Work order: Lines in the records below that contain the word "小庄农贸市场" must each be copied.
┌────────
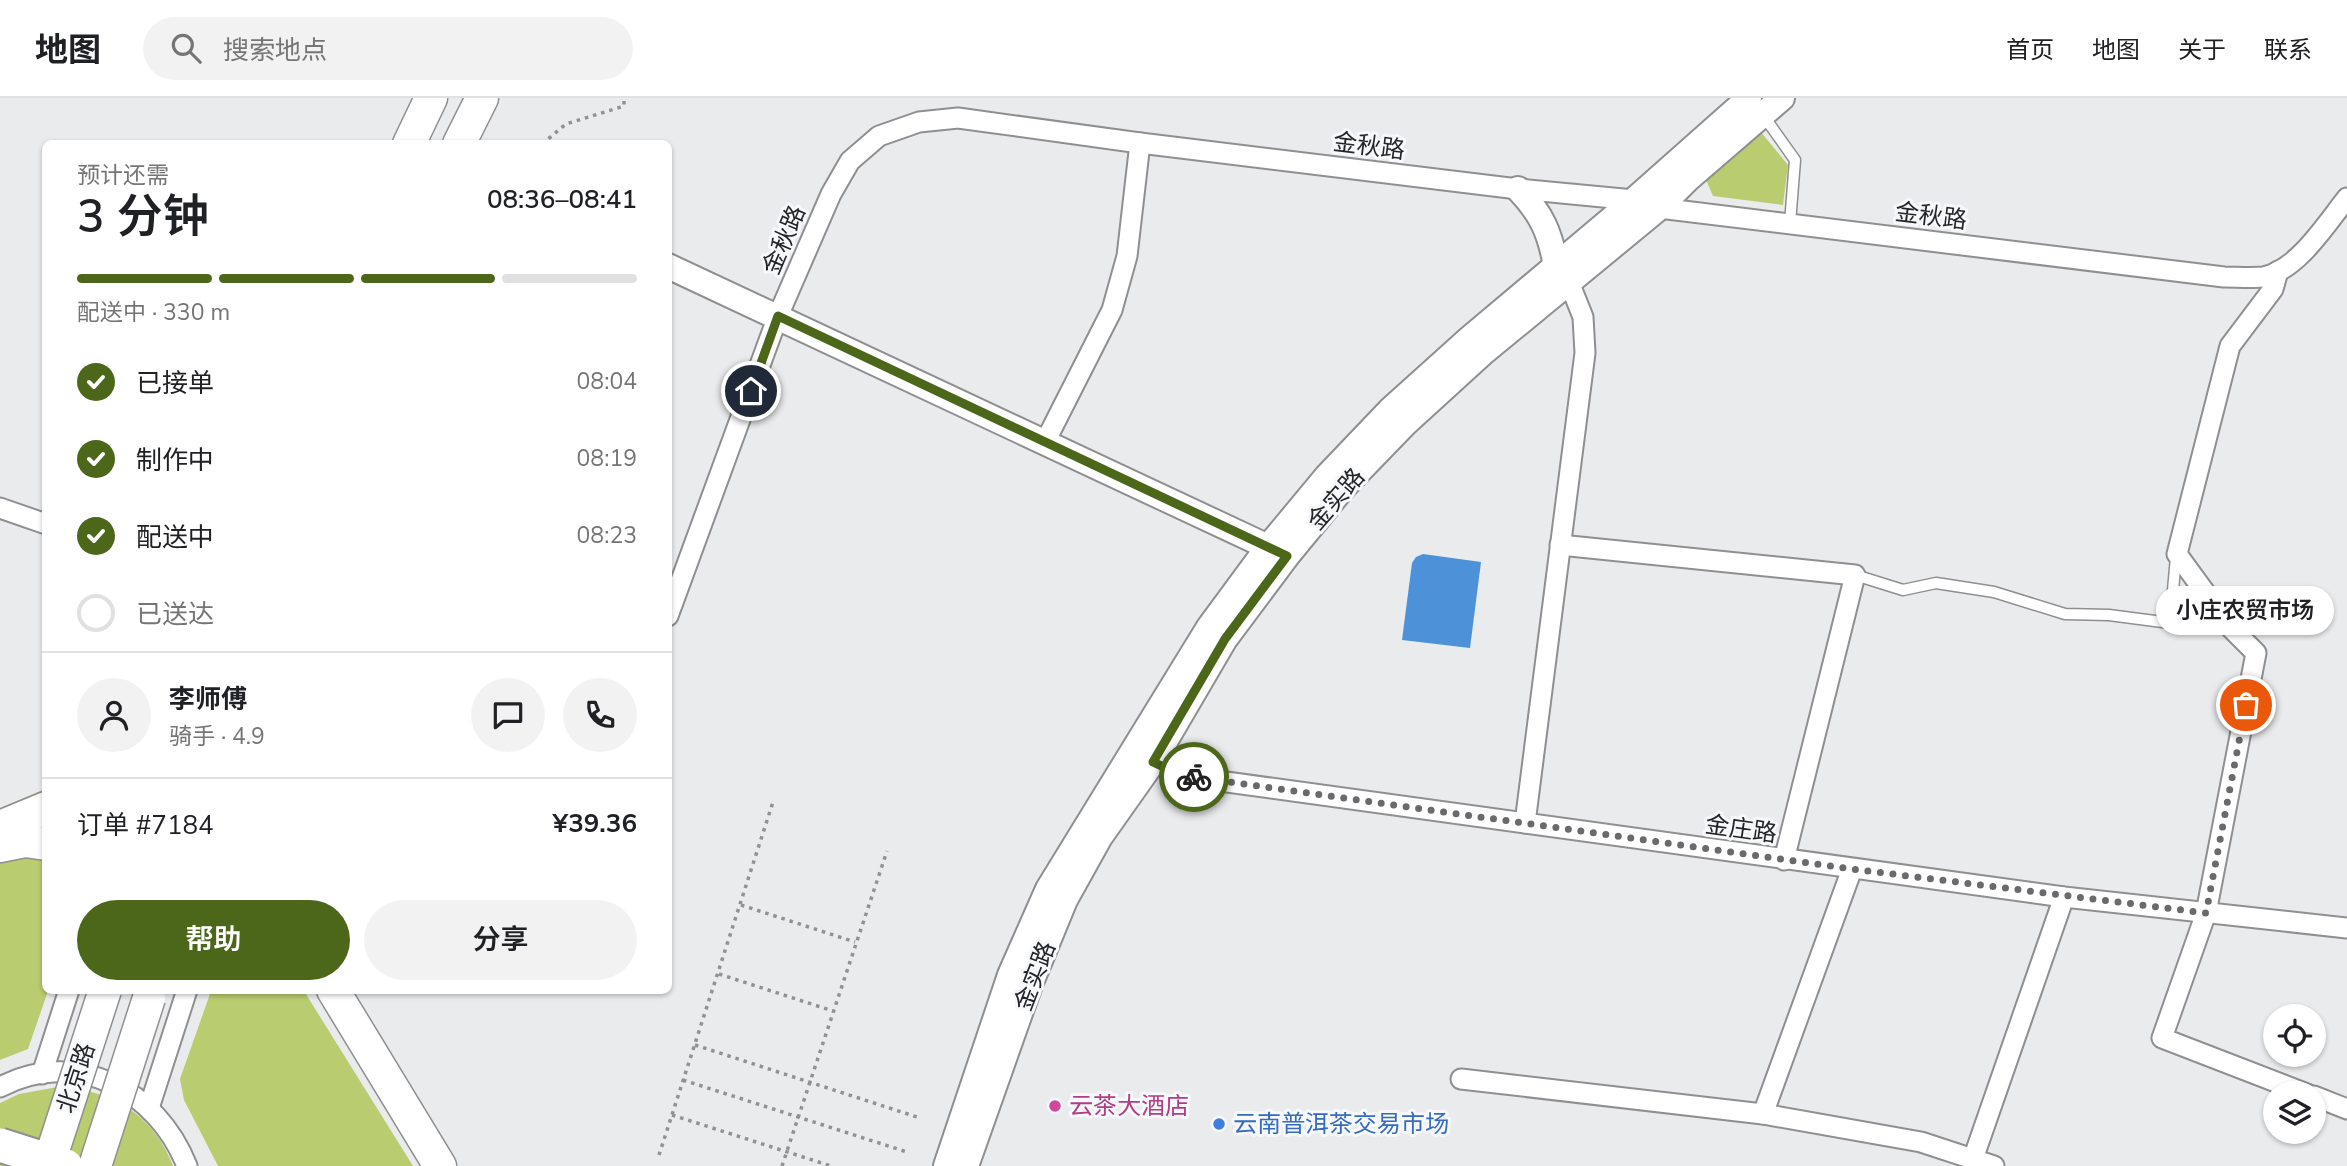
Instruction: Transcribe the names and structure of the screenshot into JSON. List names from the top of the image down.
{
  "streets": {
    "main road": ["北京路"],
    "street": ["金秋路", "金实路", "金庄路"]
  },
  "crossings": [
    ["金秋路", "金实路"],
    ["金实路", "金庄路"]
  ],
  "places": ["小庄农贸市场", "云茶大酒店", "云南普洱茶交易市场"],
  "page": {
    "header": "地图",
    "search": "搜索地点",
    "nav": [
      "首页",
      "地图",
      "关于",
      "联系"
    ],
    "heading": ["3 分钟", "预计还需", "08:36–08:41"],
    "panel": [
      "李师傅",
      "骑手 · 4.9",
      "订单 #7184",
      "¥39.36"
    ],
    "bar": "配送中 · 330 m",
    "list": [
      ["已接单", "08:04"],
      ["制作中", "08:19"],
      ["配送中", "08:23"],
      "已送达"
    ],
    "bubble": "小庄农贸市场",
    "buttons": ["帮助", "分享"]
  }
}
└────────
Task solution:
  "places": ["小庄农贸市场", "云茶大酒店", "云南普洱茶交易市场"],
    "bubble": "小庄农贸市场",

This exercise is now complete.